• [Records for the exercise]
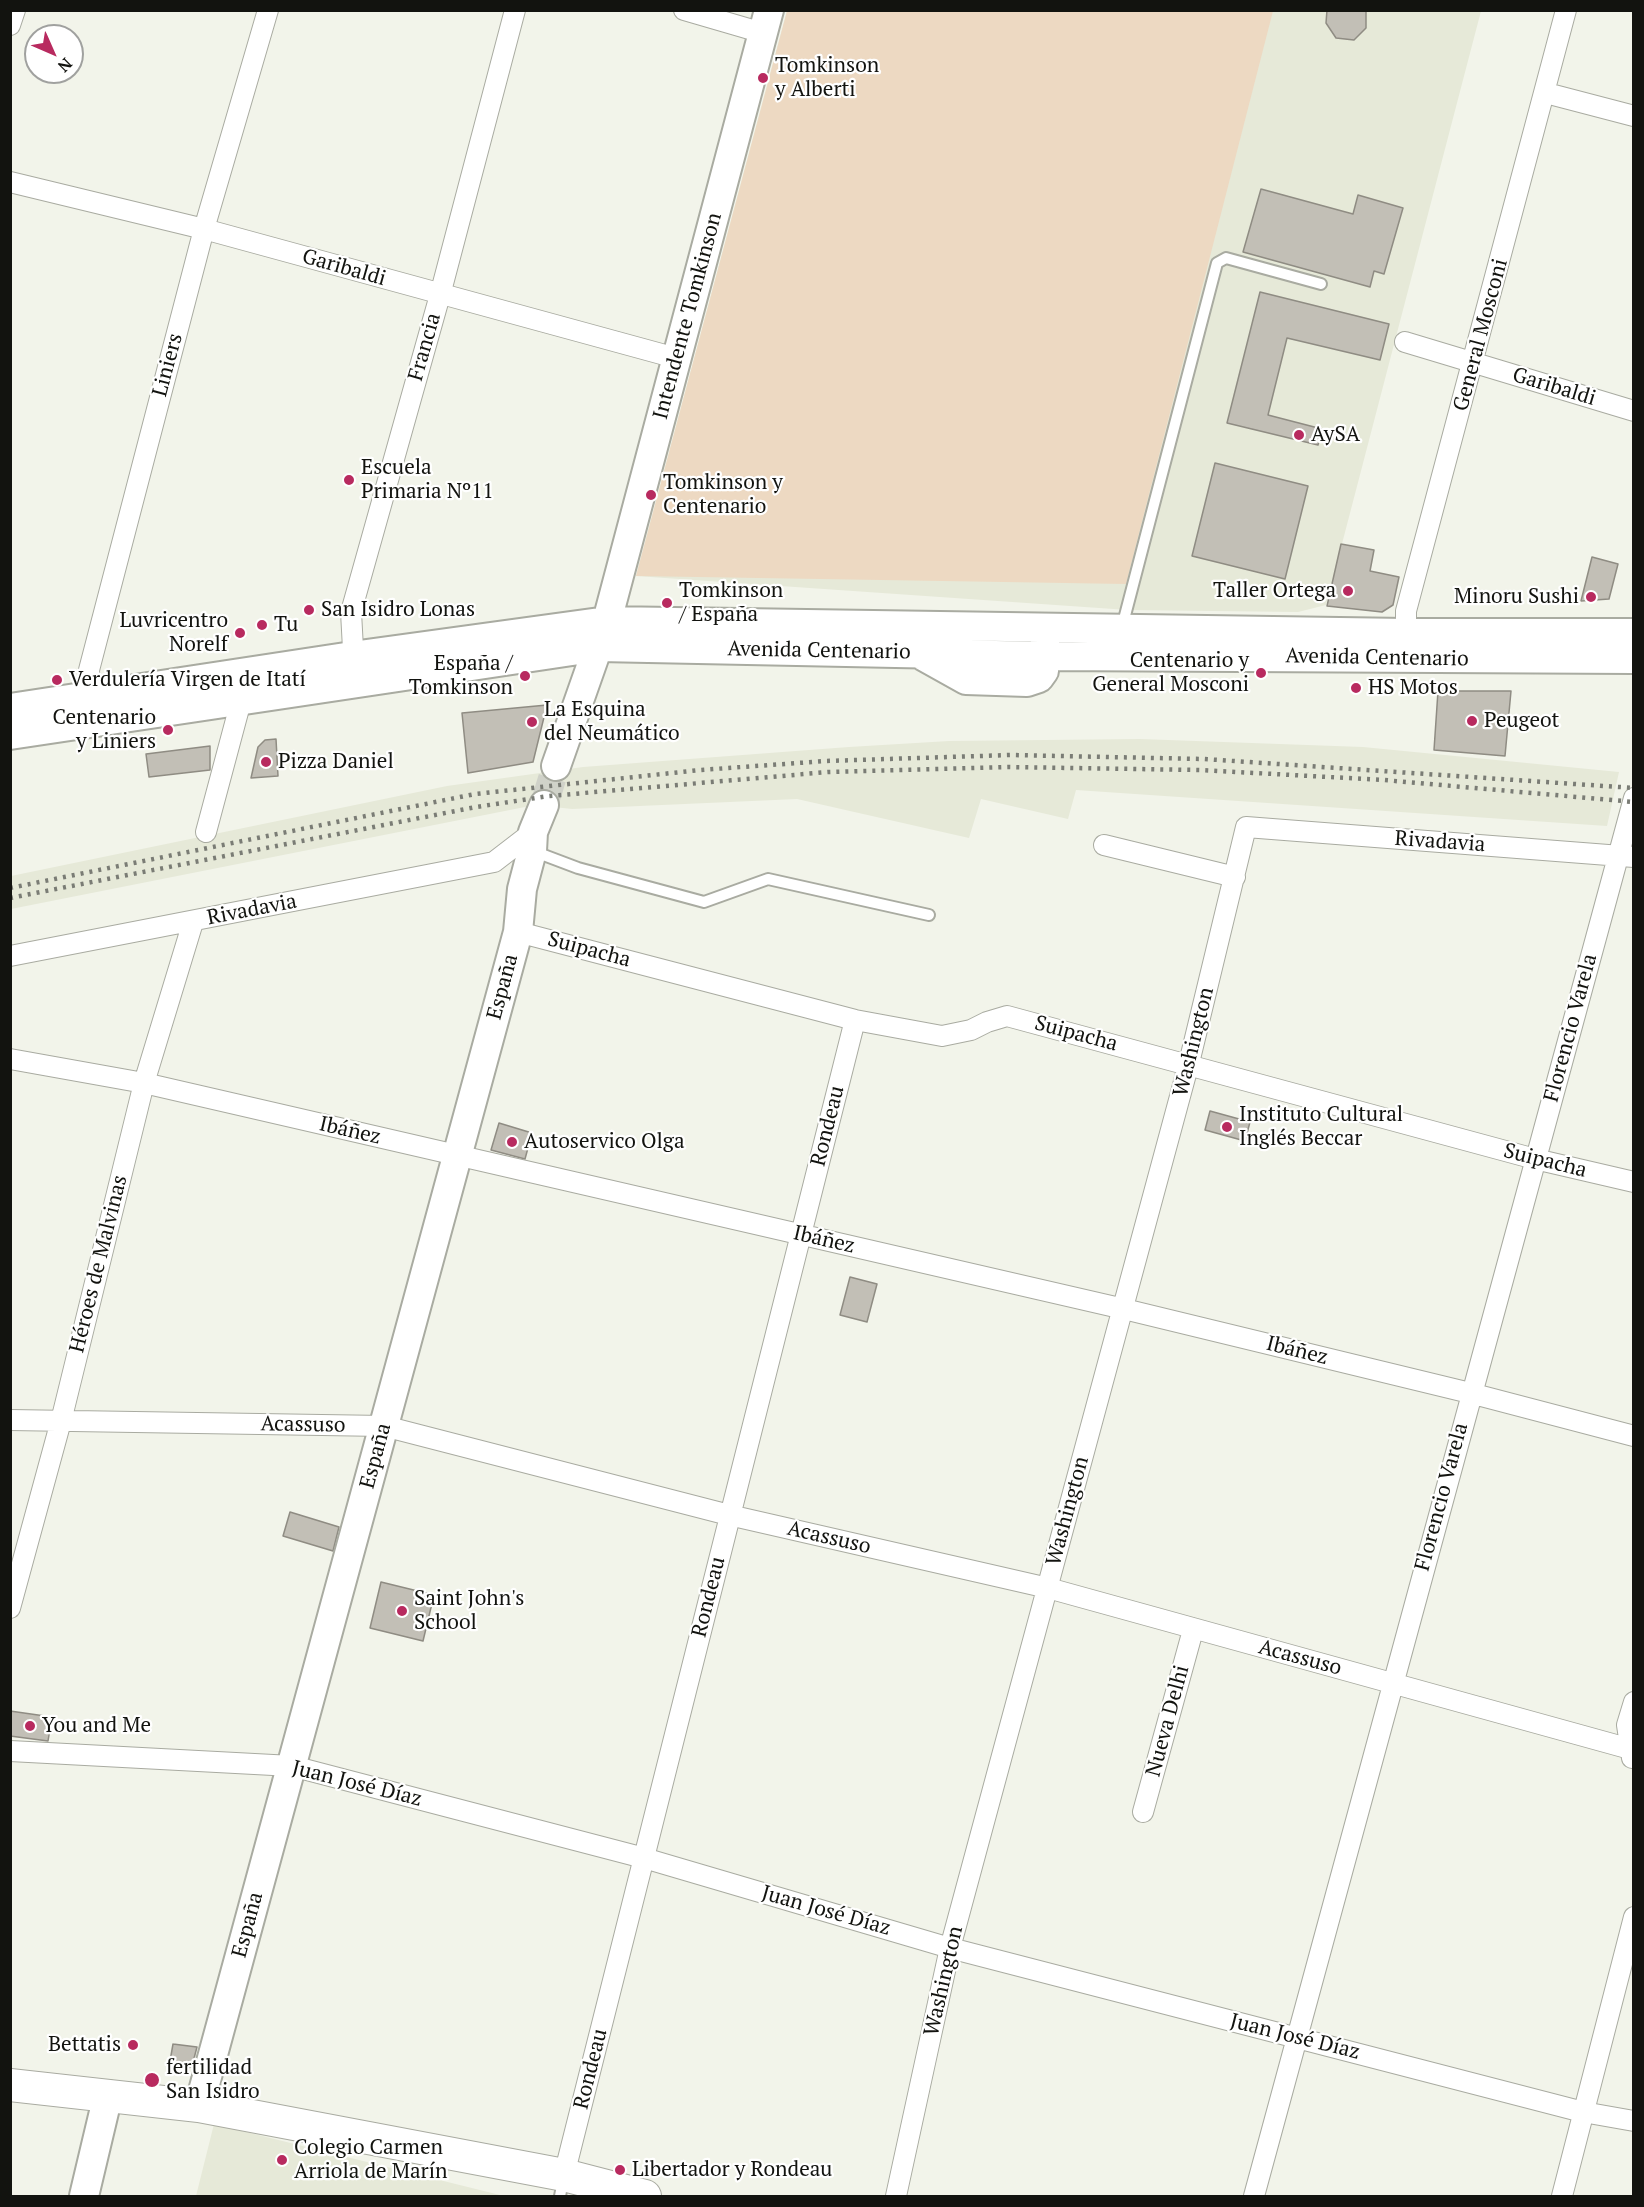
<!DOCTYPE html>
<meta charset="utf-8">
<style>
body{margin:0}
#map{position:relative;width:1644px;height:2207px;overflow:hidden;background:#f2f4ea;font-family:"PT Serif",serif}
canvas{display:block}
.frame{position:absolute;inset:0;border:12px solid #12130f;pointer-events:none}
.north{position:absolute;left:24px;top:24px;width:60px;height:60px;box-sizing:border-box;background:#fff;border:2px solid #a0a19f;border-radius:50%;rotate:135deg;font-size:16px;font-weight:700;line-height:24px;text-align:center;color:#12130f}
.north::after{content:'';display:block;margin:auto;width:21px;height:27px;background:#b82a5f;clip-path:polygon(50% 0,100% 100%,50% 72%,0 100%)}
</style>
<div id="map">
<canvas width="1644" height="2207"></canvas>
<div class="frame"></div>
<div class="north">N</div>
</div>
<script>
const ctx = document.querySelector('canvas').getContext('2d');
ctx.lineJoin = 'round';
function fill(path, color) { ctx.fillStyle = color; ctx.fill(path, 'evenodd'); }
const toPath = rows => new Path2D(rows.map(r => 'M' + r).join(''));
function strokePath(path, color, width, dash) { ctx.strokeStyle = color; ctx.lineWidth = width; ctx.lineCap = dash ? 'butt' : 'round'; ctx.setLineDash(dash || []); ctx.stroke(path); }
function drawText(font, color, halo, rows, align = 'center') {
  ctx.font = font + ' "PT Serif",serif'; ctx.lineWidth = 4.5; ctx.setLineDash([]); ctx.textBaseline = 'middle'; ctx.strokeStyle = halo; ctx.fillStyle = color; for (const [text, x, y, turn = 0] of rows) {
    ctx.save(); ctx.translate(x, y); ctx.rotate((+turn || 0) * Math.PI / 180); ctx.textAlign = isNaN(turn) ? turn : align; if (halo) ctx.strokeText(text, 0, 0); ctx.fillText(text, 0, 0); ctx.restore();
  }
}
const built = toPath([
 [787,11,1481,11,1326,605,1298,612,1128,610,636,576],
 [1140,739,1363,747,1619,772,1607,826,1076,790,1068,819,981,799,969,838,797,799,572,809,535,805,11,909,11,876,447,786,583,767,849,747,949,741],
 [214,2124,504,2196,196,2196]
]);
const green = toPath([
 [787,11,1273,11,1126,584,636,576]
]);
const building = toPath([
 [1327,10,1366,10,1366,28,1354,40,1336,38,1326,23,1327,10],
 [1261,189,1353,214,1358,195,1403,208,1384,274,1374,271,1370,287,1243,252,1261,189],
 [1260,292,1389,324,1380,360,1287,338,1268,415,1322,429,1318,445,1227,423,1260,292],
 [1215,463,1308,486,1285,579,1192,556,1215,463],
 [1341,544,1374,550,1370,571,1399,577,1393,605,1382,612,1327,606,1341,544],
 [1592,557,1618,564,1609,599,1581,601,1592,557],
 [1438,691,1511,691,1505,756,1434,750,1438,691],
 [547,705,533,762,468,773,462,713,547,705],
 [276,739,278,776,251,778,258,747,265,740,276,739],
 [210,746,210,770,149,777,146,754,210,746],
 [1210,1111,1250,1122,1245,1141,1205,1130,1210,1111],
 [499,1123,532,1133,525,1159,491,1150,499,1123],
 [850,1277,877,1284,867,1322,840,1315,850,1277],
 [290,1512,339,1527,333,1551,283,1536,290,1512],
 [381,1582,434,1595,423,1641,370,1628,381,1582],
 [10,1711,52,1717,48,1741,10,1736,10,1711],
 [173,2044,197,2047,192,2066,186,2069,169,2067,173,2044]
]);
const secondaryTunnel = toPath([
 [544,805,556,766]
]);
const lane = toPath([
 [1122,627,1217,263,1226,258,1321,284],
 [533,851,578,868,704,902,768,879,929,915],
 [560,2196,564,2176]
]);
const street = toPath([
 [684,10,763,33],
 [10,25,15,10],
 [1546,93,1634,116],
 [10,182,204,229,676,358],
 [1405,342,1634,411],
 [1406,645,1406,611,1566,10],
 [354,667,351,612,440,295,515,10],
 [91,706,89,670,204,229,268,10],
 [206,832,241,701],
 [1104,845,1235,877],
 [518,932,855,1020,942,1036,971,1030,987,1022,1007,1016,1535,1159,1634,1182],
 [10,956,494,862,533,832],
 [10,1059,144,1083,1124,1309,1470,1393,1634,1436],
 [10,1420,384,1426,729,1515,1048,1588,1634,1750],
 [10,1608,61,1421,144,1083,193,922],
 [10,1751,292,1766,644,1858,950,1948,1583,2112,1634,2121],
 [1632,1758,1627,1725,1634,1702],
 [1143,1812,1193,1630],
 [564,2175,855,1020],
 [896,2196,950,1948,1189,1063,1246,827,1634,857],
 [1254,2196,1634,798],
 [1562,2196,1634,1917]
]);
const secondary = toPath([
 [923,656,966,680,1027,682,1039,678,1044,671,1045,639],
 [10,708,352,656,607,621,1406,633,1634,633],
 [10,735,599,647,1044,656,1634,659],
 [556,766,607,621,769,10],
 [199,2106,518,932,522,889,532,851,533,832,544,805],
 [84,2196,108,2095]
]);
const primary = toPath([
 [10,2085,199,2106,564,2175,645,2196]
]);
const rail = toPath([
 [10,888,475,794,700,770,826,761,1010,755,1204,759,1634,788],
 [10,898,476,807,549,796,828,772,1008,767,1200,770,1384,780,1634,802]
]);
const markers = [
 [763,78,6,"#b82a5f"],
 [1299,435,6,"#b82a5f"],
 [349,480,6,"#b82a5f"],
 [651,495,6,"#b82a5f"],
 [1348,591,6,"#b82a5f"],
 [1591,597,6,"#b82a5f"],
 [667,603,6,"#b82a5f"],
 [309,610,6,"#b82a5f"],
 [262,625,6,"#b82a5f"],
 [240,633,6,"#b82a5f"],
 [1261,673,6,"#b82a5f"],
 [525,676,6,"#b82a5f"],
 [57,680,6,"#b82a5f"],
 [1356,688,6,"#b82a5f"],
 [1472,721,6,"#b82a5f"],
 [532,722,6,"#b82a5f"],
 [168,730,6,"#b82a5f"],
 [266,762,6,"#b82a5f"],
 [1227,1127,6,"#b82a5f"],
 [512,1142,6,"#b82a5f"],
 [402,1611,6,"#b82a5f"],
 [30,1726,6,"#b82a5f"],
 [133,2045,6,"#b82a5f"],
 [152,2080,8,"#b82a5f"],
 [282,2160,6,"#b82a5f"],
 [620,2170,6,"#b82a5f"]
];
const poiNames = [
 ["Tomkinson",775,66],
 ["y Alberti",775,90],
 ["AySA",1311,435],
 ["Escuela",361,468],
 ["Primaria Nº11",361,492],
 ["Tomkinson y",663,483],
 ["Centenario",663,507],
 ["Tomkinson",679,591],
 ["/ España",679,615],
 ["Taller Ortega",1336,591,"right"],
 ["Minoru Sushi",1579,597,"right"],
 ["San Isidro Lonas",321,610],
 ["Luvricentro",228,621,"right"],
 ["Norelf",228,645,"right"],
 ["Tu",274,625],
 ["Centenario y",1249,661,"right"],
 ["General Mosconi",1249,685,"right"],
 ["España /",513,664,"right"],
 ["Tomkinson",513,688,"right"],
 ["Verdulería Virgen de Itatí",69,680],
 ["HS Motos",1368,688],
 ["La Esquina",544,710],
 ["del Neumático",544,734],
 ["Centenario",156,718,"right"],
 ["y Liniers",156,742,"right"],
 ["Peugeot",1484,721],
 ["Pizza Daniel",278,762],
 ["Instituto Cultural",1239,1115],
 ["Inglés Beccar",1239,1139],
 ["Autoservico Olga",524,1142],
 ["Saint John's",414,1599],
 ["School",414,1623],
 ["You and Me",42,1726],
 ["Bettatis",121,2045,"right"],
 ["fertilidad",166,2068],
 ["San Isidro",166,2092],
 ["Colegio Carmen",294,2148],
 ["Arriola de Marín",294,2172],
 ["Libertador y Rondeau",632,2170]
];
const streetNames = [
 ["Garibaldi",344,268,16],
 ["Intendente Tomkinson",688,316,-75],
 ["General Mosconi",1481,335,-75],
 ["Francia",425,347,-74],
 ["Liniers",168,365,-75],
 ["Garibaldi",1554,387,17],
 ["Avenida Centenario",819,651,1],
 ["Avenida Centenario",1377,658,1],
 ["Rivadavia",1440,842,4],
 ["Rivadavia",252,910,-11],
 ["Suipacha",589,950,15],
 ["España",503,987,-75],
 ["Florencio Varela",1571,1028,-75],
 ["Suipacha",1076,1034,15],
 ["Washington",1194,1042,-76],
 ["Rondeau",828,1126,-76],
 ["Ibáñez",350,1131,13],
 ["Suipacha",1545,1161,14],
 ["Ibáñez",824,1240,13],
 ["Héroes de Malvinas",99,1264,-76],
 ["Ibáñez",1297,1351,14],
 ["Acassuso",303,1425,1],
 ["España",376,1456,-75],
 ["Florencio Varela",1442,1497,-75],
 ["Washington",1068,1511,-75],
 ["Acassuso",829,1538,13],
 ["Rondeau",709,1597,-76],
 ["Acassuso",1300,1658,15],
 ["Nueva Delhi",1168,1721,-75],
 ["Juan José Díaz",357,1784,14],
 ["Juan José Díaz",826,1911,16],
 ["España",248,1925,-75],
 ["Washington",944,1981,-77],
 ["Juan José Díaz",1295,2037,14],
 ["Rondeau",591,2069,-76]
];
fill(built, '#e6e9d8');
fill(green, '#edd9c2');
fill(building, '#c2bfb6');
strokePath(building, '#8f8c83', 1.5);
strokePath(secondaryTunnel, '#d0d2c9', 28, [28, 14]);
strokePath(lane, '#a9aba1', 14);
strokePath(street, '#a9aba1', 22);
strokePath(secondary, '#a9aba1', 32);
strokePath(primary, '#a9aba1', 34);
strokePath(lane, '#fff', 10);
strokePath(street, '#fff', 20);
strokePath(secondary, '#fff', 28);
strokePath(primary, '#fff', 32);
strokePath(rail, '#7a7c75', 4.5, [3, 6]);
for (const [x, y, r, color] of markers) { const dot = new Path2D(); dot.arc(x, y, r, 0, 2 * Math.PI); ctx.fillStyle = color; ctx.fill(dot); strokePath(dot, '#fff', 2); }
drawText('21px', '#12130f', '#fff', poiNames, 'left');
drawText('21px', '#12130f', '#fff', streetNames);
</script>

• [What to do]
Give the count of lines in the records that contain "function", and no other text.

• [Solution to the exercise]
3